Bald eagles thrive at APG despite noisy neighbors

Rebound: The military testing site is home to one of the highest concentrations of the national bird in the Chesapeake region.

April 19, 2005|By Rona Kobell | Rona Kobell,SUN STAFF

From a distance, it looks as though the three eagles above Woodrest Creek couldn't have found a more peaceful perch.

Motorboats and curious hikers can't get close. The nearest road is about 450 yards away. The only sounds come from a chirping osprey nesting across the street.

And then - boom! - a tank gun fires. A few minutes later - boom! - it fires again.

It's enough to make a human heart stop. But the eagles don't even flinch. To the winged longtime residents of Aberdeen Proving Ground, such intermittent explosions are as much a part of their habitat as the water and the air.

Since the U.S. Fish and Wildlife Service placed the bald eagle on the endangered species list 30 years ago, America's symbol of freedom has made quite a comeback: the agency is considering removing the bird from the list. And perhaps nowhere in the region is the resurgence as clear as at one of the U.S. Army's premier weapons testing sites - home to one of the largest eagle concentrations in the Chesapeake Bay.

"The reason they're here is that we have so much relatively undeveloped land, and we have an awful lot of shoreline," said John Paul, an endangered-species biologist who monitors eagles at the base. "The occasional cannon going off doesn't really seem to bother them."

When the eagle edged out the wild turkey as the national symbol in America's nascent days, its population was more than 25,000. But its numbers declined as hunting intensified and waterfront habitat was lost to development. The final straw was the pesticide DDT, which contaminated food and caused eggshells to thin and crack. By the 1960s, the eagles in the lower 48 states dropped to fewer than 450 nesting pairs.

With the ban on DDT in 1972, eagles began to bounce back. To counter the pesticide's damage, biologists climbed into eagles' nests, replaced fragile eggs with fake eggs, incubated the baby eagles in a protected hatchery and returned the chicks after they hatched. Volunteers watched the raptors' nests, which can span 20 feet and weigh up to 4,000 pounds.

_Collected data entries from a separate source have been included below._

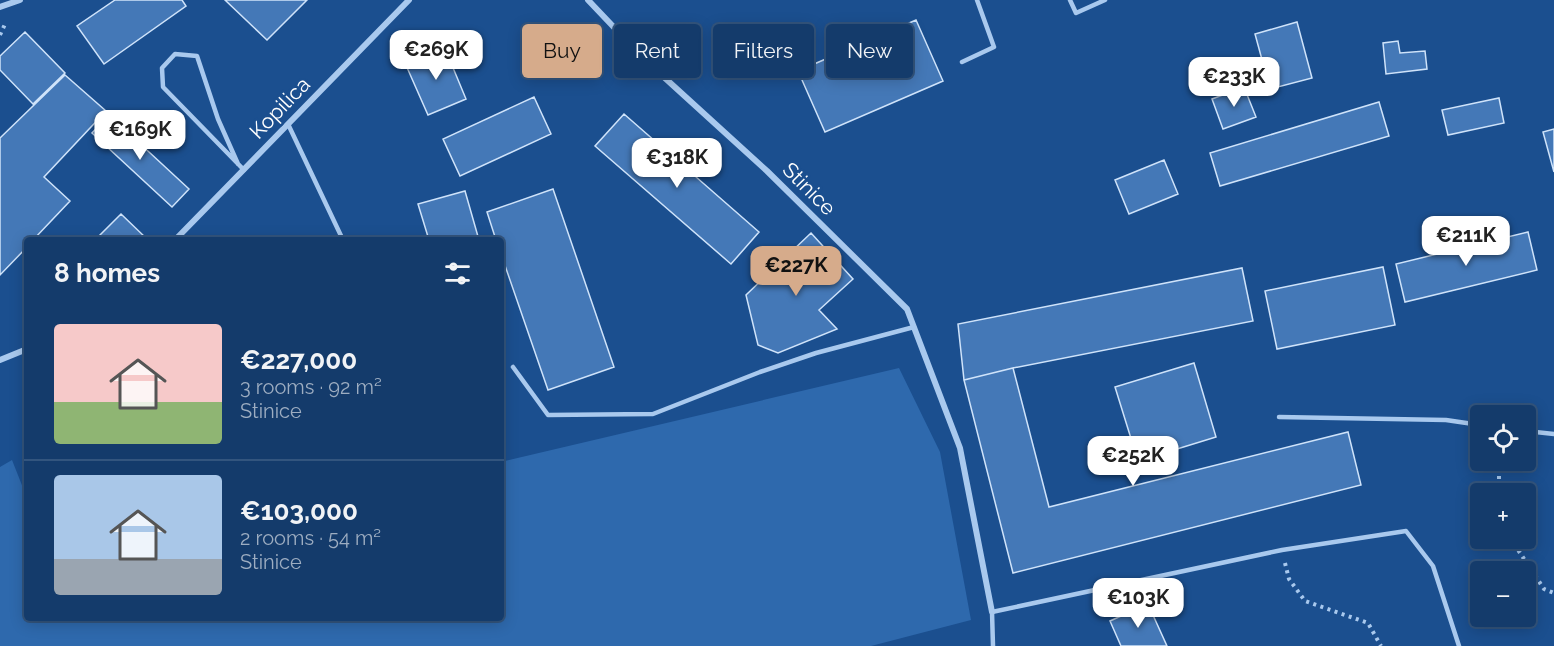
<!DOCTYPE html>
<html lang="en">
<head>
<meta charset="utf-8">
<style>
	body { margin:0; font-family:Raleway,sans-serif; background:#214673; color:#f1f3f6; height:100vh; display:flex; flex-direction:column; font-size:22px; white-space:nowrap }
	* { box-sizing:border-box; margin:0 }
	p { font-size:20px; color:#9dadc1 }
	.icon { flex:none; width:33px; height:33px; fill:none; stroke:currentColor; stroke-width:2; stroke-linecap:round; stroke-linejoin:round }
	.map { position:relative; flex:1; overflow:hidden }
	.drawer { position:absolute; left:24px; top:237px; width:480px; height:384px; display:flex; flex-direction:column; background:#143b6b; border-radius:6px; box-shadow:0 3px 15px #0003,0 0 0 2px #33557e }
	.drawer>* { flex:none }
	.guide { position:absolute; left:522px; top:24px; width:570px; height:54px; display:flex; gap:12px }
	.fabs { position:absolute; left:1470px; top:405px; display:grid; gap:12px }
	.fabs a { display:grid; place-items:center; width:66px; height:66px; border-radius:6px; background:#143b6b; box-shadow:0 3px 15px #0003,0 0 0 2px #33557e; font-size:30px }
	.price { position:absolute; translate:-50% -51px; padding:0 14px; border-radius:12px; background:#fff; color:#222; font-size:20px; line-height:39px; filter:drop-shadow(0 2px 3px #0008) }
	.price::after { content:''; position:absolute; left:50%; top:36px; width:18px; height:14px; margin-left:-9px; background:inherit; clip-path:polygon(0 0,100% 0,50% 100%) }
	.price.active { background:#d6ab8b; color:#111 }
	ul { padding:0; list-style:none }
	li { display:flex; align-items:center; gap:18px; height:150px; padding:0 30px }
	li+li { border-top:2px solid #33557e }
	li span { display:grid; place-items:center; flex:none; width:168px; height:120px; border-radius:6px; color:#555 }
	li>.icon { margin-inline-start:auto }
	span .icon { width:72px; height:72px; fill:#fffc; stroke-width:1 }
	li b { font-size:26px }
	h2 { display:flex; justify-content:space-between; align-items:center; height:72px; padding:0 30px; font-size:26px }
	.tag { padding:0 21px; border-radius:6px; background:#143b6b; box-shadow:0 3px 15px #0003,0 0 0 2px #33557e; font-size:21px; line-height:54px }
	.tag.active { background:#d6ab8b; color:#111 }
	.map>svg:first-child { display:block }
	.green { fill:#2e69ad }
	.building { fill:#4478b7; stroke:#cfe3fa; stroke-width:1.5 }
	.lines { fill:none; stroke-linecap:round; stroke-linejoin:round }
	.path { stroke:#a9c9ee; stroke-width:4; stroke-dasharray:3 4.5; stroke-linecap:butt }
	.lane { stroke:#a9c9ee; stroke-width:4.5 }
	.street { stroke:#a9c9ee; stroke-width:6 }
	.labels { text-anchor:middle; stroke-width:5; stroke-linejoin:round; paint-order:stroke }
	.street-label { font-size:21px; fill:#fff; stroke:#1b4f8f }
</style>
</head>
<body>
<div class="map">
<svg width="1554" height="646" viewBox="0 0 1554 646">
	<rect width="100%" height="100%" fill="#1b4f8f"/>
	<!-- green -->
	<path class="green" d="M899,368L940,452L971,620L871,646H0V467L12,460L27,498V618H501V462Z"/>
	<!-- building -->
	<path class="building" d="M115,0H182L186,6L104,64L77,26Z
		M225,0H307L267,40Z
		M916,20L943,81L825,132L798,71Z
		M1297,22L1312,78L1270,89L1255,34Z
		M25,32L65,73L33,104L0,70V56Z
		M1398,41L1400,53L1425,51L1427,69L1386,74L1383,43Z
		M444,46L466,99L428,115L405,63Z
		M65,75L106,111L44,177L70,201L33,240H27V247L0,275V138Z
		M1244,87L1256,117L1223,129L1212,99Z
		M534,97L551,134L460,176L443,139Z
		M1499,98L1504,123L1448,135L1442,110Z
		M1379,102L1389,136L1220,186L1210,153Z
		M624,114L759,232L731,264L595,146Z
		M109,115L189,189L172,207L92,133Z
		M1554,129V172L1543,132Z
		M1164,160L1178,194L1129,214L1115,180Z
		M553,189L614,367L548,390L501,254V240H496L487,212Z
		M465,191L479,240H429L418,204Z
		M121,214L147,239L95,240Z
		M1528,232L1537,270L1405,302L1396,264Z
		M811,233L853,279L819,310L837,329L778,353L758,345L746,295Z
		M1383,267L1395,325L1277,349L1265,291Z
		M1242,268L1253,321L1013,368L964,380L958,324Z
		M1194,363L1216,437L1138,461L1115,387Z
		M1013,368L1049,507L1348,432L1361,485L1013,573L964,380Z
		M1148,604L1167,646H1121L1110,621Z"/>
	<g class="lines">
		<!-- path -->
		<path class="path" d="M0,35L6,22
			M1499,494V460
			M1510,538L1544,589L1554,593
			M1285,563L1289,579L1305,601L1368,623L1381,646"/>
		<!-- lane -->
		<path class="lane" d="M1070,0L1076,13L1105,0
			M962,62L994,47L977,0
			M288,124L343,240
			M238,164L218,119L197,56L175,54L162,68L163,87L244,170
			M513,367L548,415L653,414L760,372L816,353L914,327
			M1279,417L1446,420L1480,425
			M1526,431L1554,434
			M993,646L992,612L1282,550L1406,531L1433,566L1459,646"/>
		<!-- street -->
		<path class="street" d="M588,0L644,59L767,171L907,309L960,448L992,612
			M0,7L20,0
			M175,240L409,0
			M0,360L27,349"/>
	</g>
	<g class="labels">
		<!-- street labels -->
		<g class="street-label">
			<text transform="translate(280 108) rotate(-46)" y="7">Kopilica</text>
			<text transform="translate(809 189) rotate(45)" y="7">Stinice</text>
		</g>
	</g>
</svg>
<div class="fabs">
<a><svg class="icon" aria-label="locate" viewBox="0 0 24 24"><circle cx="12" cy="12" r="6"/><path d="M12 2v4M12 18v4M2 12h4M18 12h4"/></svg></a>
<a>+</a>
<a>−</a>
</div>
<b class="price" style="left:436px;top:81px">€269K</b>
<b class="price" style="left:1234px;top:108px">€233K</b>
<b class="price" style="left:140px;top:161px">€169K</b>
<b class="price" style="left:677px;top:189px">€318K</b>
<b class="price" style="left:1466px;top:267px">€211K</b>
<b class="price active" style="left:796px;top:297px">€227K</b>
<b class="price" style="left:1133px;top:487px">€252K</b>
<b class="price" style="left:1138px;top:629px">€103K</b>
<div class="guide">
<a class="tag active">Buy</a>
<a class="tag">Rent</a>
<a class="tag">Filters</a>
<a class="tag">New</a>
</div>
<section class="drawer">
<h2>8 homes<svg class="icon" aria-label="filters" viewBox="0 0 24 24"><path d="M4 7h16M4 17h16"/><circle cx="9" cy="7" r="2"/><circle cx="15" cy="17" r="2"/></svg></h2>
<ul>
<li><span style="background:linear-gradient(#f6c9c9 65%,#8fb573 0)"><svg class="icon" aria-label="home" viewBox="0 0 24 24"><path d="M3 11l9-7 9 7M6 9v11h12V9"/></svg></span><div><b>€227,000</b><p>3 rooms · 92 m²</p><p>Stinice</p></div></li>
<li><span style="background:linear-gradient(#a9c7e8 70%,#9aa5b1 0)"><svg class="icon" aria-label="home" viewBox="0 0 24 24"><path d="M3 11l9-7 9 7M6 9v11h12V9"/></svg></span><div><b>€103,000</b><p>2 rooms · 54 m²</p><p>Stinice</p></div></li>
</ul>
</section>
</div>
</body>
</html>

Today there are more than 7,000 eagles in the lower 48 states. About 8 percent of them are in the Chesapeake Bay region, according to Bryan D. Watts, who directs the Center for Conservation Biology at the College of William and Mary.

Maryland has so many nesting pairs - 383 at last count - that it gave a few eaglets to Vermont last year so the Green Mountain State could try to establish a population there.

For the bald eagle, the "endangered" listing has accomplished its goals, said U.S. Fish and Wildlife Service spokeswoman Cindy Hoffman.

"The Endangered Species Act kind of creates an emergency room for species. And once we achieve recovery plans, it's time to move on and provide those resources to species that are more in need," she said.

A timetable for the de-listing is pending, Hoffman said. If the government de-lists the eagle, it will still be protected under the 65-year-old Bald and Golden Eagle Protection Act, which forbids killing or selling eagles and also protects their nests.

Despite the protections, eagles seem to be losing out in a competition for waterfront habitat with a rapidly expanding population of commuters. The raptors, which can weigh up to 14 pounds and have a wingspan of more than eight feet, need to live near water.

Aberdeen Proving Ground, with its 104 miles of shoreline and half of its 72,000 acres under water or in wetland protection, has proved hospitable. Armed guards secure the habitat - a visitor needs two security clearances to reach the most accessible of the nests. Those who do enter aren't likely to tromp around off-road on a base littered with unexploded ordnance.

The Army testing site has became a haven for other wildlife: deer, coyotes, fox, muskrat, beaver, osprey and the prehistoric-looking great blue herons.

But it was the eagles that the military began noticing in droves. In 1978, the base was home to six eagles and one nest. By 2003, a count revealed 250 eagles and 24 nests. Now there are 34 nests. No other place in the region except Blackwater National Wildlife Refuge comes close to matching that density.

As their numbers have increased, so have the challenges of managing an endangered resource on a base full of high-caliber weapons. Since 2002, eagles have been dying at a rate of about 15 a year - a major increase over the 1990s, when the rate was about one a year.

The birds are running into power lines and being electrocuted. But biologists are not certain why.

Paul, the base's ecologist, said the problem could be an increased number of eagles crowding each other into the base's 70 miles of power lines. Glenn Therres, a Maryland Department of Natural Resources biologist who studies bald eagles, said the problem could also stem from changing activities at the proving ground.